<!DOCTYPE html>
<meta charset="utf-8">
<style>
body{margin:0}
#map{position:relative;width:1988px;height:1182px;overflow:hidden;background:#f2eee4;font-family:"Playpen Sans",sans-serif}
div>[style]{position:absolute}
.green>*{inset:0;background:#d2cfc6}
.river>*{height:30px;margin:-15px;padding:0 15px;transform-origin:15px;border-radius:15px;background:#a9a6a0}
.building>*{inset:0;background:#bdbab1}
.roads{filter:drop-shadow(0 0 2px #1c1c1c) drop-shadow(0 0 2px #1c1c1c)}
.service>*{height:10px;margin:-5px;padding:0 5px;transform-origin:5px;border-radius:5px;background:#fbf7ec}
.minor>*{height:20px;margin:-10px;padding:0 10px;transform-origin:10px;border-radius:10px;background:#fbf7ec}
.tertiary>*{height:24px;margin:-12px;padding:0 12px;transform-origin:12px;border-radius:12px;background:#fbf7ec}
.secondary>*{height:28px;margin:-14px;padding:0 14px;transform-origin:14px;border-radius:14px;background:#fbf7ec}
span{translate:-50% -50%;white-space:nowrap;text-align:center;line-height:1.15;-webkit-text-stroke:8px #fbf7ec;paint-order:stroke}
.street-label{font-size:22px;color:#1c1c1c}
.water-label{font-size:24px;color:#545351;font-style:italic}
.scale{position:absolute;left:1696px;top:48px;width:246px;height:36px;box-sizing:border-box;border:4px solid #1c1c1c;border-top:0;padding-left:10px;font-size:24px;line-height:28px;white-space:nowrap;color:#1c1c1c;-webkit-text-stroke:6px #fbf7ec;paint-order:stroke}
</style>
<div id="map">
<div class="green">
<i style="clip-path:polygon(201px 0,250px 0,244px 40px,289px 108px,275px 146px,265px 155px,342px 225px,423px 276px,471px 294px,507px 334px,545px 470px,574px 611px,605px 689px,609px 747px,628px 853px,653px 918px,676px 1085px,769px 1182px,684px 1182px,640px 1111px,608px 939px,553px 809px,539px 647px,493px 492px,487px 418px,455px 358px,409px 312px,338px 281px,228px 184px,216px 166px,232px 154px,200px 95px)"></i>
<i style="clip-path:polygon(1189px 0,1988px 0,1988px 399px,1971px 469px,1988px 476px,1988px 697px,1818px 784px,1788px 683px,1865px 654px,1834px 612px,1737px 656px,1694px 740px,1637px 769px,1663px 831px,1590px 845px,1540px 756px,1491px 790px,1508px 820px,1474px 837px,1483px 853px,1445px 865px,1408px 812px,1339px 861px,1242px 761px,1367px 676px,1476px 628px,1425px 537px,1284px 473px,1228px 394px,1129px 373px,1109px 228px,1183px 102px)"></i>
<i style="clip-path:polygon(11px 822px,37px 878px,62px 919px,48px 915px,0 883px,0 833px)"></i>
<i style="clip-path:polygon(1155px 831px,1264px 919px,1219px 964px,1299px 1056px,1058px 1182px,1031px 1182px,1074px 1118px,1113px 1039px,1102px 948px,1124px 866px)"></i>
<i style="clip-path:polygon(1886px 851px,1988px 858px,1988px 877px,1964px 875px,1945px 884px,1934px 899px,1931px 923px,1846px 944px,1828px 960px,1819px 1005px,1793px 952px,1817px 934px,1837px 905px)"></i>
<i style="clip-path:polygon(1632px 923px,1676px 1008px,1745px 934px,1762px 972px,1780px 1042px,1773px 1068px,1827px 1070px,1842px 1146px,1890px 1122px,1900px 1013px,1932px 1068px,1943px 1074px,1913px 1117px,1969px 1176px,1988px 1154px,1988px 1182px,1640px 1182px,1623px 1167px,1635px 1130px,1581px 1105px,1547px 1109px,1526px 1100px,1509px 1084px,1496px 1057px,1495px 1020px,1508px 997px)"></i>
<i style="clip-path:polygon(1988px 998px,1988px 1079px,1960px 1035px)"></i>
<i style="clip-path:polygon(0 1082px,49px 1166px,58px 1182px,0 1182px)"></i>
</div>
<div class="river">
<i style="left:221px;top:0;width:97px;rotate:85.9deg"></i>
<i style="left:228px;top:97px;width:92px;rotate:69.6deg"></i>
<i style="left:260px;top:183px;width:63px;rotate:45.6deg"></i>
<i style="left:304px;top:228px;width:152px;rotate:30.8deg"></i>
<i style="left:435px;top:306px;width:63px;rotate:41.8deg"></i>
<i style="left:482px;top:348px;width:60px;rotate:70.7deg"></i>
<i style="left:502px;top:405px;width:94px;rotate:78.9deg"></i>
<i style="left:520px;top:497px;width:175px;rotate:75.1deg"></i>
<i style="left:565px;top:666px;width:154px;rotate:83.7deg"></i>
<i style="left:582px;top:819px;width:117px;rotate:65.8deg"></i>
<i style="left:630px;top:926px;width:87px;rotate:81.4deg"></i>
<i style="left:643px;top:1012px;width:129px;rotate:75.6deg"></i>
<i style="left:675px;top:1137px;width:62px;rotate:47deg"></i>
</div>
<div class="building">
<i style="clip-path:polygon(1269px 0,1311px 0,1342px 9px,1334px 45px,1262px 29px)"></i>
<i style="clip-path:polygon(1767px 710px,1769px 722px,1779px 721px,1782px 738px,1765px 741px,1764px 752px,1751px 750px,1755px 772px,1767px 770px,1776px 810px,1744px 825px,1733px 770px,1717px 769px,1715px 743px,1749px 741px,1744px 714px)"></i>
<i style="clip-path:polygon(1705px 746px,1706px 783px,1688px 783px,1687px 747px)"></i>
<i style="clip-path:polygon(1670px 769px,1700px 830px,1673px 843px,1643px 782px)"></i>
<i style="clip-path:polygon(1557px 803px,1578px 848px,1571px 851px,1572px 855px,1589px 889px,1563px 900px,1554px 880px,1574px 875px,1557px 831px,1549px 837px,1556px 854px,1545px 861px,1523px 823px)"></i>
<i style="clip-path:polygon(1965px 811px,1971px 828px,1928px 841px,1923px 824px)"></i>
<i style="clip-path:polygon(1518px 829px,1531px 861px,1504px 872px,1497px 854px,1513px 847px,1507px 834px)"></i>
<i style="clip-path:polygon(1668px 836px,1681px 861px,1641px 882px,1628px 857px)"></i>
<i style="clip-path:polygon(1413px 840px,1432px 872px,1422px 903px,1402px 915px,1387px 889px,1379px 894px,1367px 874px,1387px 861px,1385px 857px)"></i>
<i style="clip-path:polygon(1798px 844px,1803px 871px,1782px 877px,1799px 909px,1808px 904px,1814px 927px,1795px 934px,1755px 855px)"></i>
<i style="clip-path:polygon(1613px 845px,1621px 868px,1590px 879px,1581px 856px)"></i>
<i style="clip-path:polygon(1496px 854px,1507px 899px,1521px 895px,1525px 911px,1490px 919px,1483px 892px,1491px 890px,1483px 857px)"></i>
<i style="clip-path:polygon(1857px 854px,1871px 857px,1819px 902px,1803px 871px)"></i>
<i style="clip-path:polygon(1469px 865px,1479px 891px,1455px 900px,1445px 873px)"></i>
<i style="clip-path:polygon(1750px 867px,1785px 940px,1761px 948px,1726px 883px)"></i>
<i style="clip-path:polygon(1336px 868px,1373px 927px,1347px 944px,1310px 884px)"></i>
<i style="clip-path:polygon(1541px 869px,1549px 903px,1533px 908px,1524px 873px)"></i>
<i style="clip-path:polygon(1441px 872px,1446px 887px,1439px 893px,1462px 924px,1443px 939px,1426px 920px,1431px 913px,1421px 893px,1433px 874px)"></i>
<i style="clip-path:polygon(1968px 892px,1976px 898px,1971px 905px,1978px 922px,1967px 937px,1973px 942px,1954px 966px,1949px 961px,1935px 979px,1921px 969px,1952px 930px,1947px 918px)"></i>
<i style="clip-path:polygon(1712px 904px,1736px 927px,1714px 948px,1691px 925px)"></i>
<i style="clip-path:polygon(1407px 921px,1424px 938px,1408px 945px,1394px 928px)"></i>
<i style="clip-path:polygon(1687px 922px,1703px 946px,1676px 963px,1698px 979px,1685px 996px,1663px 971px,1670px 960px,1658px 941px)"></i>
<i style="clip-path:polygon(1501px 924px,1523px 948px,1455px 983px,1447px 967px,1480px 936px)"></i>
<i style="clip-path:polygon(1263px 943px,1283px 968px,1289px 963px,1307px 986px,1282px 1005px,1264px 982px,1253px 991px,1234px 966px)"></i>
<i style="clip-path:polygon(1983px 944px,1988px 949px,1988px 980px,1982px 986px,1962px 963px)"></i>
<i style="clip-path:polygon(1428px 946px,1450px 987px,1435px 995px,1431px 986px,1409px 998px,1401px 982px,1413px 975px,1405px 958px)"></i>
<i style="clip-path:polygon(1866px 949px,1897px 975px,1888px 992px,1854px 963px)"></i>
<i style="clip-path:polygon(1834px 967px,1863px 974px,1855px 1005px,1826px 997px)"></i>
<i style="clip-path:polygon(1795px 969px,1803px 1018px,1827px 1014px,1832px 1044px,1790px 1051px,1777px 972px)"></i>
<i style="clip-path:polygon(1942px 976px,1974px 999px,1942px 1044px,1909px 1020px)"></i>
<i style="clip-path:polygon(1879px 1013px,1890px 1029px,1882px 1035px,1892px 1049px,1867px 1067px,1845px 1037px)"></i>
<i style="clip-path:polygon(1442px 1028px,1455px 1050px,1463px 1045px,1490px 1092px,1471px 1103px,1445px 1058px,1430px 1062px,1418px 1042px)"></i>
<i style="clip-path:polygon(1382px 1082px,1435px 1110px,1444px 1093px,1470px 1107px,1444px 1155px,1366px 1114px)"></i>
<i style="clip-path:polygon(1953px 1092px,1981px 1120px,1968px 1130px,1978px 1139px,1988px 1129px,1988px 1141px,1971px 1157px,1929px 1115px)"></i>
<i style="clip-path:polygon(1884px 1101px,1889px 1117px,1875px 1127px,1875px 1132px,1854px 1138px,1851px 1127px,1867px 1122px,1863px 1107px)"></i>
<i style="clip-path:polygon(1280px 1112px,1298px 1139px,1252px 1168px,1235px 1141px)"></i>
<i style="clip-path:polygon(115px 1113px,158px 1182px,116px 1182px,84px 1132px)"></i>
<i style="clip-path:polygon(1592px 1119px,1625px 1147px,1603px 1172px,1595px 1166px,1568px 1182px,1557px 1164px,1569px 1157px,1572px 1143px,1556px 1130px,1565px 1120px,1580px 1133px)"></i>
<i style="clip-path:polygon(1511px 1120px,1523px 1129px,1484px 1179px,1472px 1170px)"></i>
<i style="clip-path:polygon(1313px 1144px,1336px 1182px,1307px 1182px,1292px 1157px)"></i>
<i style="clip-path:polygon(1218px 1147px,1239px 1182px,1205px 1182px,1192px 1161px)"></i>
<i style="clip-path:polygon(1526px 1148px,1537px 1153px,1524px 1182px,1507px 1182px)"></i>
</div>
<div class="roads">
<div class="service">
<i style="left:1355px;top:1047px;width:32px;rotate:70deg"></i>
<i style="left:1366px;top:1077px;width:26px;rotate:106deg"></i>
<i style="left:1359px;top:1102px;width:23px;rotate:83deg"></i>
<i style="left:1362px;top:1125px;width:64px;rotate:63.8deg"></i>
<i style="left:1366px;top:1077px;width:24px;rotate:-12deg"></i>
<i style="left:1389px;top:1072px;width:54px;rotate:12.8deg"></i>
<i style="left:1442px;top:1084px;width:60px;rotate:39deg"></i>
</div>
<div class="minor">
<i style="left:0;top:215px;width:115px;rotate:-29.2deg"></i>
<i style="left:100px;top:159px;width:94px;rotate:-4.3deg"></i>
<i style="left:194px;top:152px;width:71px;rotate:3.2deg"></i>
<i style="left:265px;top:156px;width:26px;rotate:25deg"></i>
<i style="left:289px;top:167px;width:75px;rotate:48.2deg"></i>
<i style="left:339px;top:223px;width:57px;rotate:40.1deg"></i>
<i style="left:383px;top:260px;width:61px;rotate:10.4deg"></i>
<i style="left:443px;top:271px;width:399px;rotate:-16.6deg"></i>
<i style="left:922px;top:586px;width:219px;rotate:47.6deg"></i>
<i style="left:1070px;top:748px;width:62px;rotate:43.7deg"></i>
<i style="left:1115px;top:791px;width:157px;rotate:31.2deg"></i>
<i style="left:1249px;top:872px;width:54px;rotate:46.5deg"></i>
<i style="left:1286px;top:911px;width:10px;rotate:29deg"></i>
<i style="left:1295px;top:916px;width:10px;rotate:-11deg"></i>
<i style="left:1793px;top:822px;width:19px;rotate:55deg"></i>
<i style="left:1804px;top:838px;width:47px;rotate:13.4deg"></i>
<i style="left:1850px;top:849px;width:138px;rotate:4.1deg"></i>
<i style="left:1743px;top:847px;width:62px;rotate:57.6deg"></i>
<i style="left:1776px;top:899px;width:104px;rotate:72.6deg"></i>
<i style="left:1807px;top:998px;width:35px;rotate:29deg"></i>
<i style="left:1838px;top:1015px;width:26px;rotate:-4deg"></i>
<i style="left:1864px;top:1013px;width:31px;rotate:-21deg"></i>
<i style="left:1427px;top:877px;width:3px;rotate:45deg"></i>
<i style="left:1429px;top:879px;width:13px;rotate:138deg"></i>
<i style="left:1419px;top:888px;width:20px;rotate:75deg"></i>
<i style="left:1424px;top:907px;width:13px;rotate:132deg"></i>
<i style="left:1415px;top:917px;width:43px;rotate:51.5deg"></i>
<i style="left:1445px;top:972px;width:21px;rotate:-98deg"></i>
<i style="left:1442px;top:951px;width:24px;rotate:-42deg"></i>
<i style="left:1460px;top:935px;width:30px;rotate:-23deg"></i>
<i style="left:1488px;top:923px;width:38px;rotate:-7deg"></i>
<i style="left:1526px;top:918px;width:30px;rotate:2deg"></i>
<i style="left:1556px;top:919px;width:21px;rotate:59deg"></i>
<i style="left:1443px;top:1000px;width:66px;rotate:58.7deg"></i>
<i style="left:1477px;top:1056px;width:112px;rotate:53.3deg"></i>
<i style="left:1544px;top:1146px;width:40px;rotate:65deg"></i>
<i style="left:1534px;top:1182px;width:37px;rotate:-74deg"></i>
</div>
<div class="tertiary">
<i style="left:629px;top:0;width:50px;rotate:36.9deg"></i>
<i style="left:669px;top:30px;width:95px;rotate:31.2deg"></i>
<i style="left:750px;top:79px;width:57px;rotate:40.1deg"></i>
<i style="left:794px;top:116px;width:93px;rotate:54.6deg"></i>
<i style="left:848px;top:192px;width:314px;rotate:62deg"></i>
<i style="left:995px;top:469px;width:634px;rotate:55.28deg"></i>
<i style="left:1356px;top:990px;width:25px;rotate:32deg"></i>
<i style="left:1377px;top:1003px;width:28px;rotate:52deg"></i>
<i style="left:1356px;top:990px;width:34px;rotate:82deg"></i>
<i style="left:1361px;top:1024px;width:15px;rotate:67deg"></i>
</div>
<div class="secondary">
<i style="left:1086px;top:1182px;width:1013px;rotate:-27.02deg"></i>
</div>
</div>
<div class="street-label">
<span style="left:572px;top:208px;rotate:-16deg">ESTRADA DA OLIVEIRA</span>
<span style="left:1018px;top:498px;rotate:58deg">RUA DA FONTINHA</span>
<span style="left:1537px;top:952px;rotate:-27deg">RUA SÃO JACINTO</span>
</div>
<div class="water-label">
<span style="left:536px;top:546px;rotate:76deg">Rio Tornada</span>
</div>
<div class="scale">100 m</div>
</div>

※

* _ASSIGNED TASK_
If a line in the material above holds "river", copy it.

* _FINISHED EXERCISE_
.river>*{height:30px;margin:-15px;padding:0 15px;transform-origin:15px;border-radius:15px;background:#a9a6a0}
<div class="river">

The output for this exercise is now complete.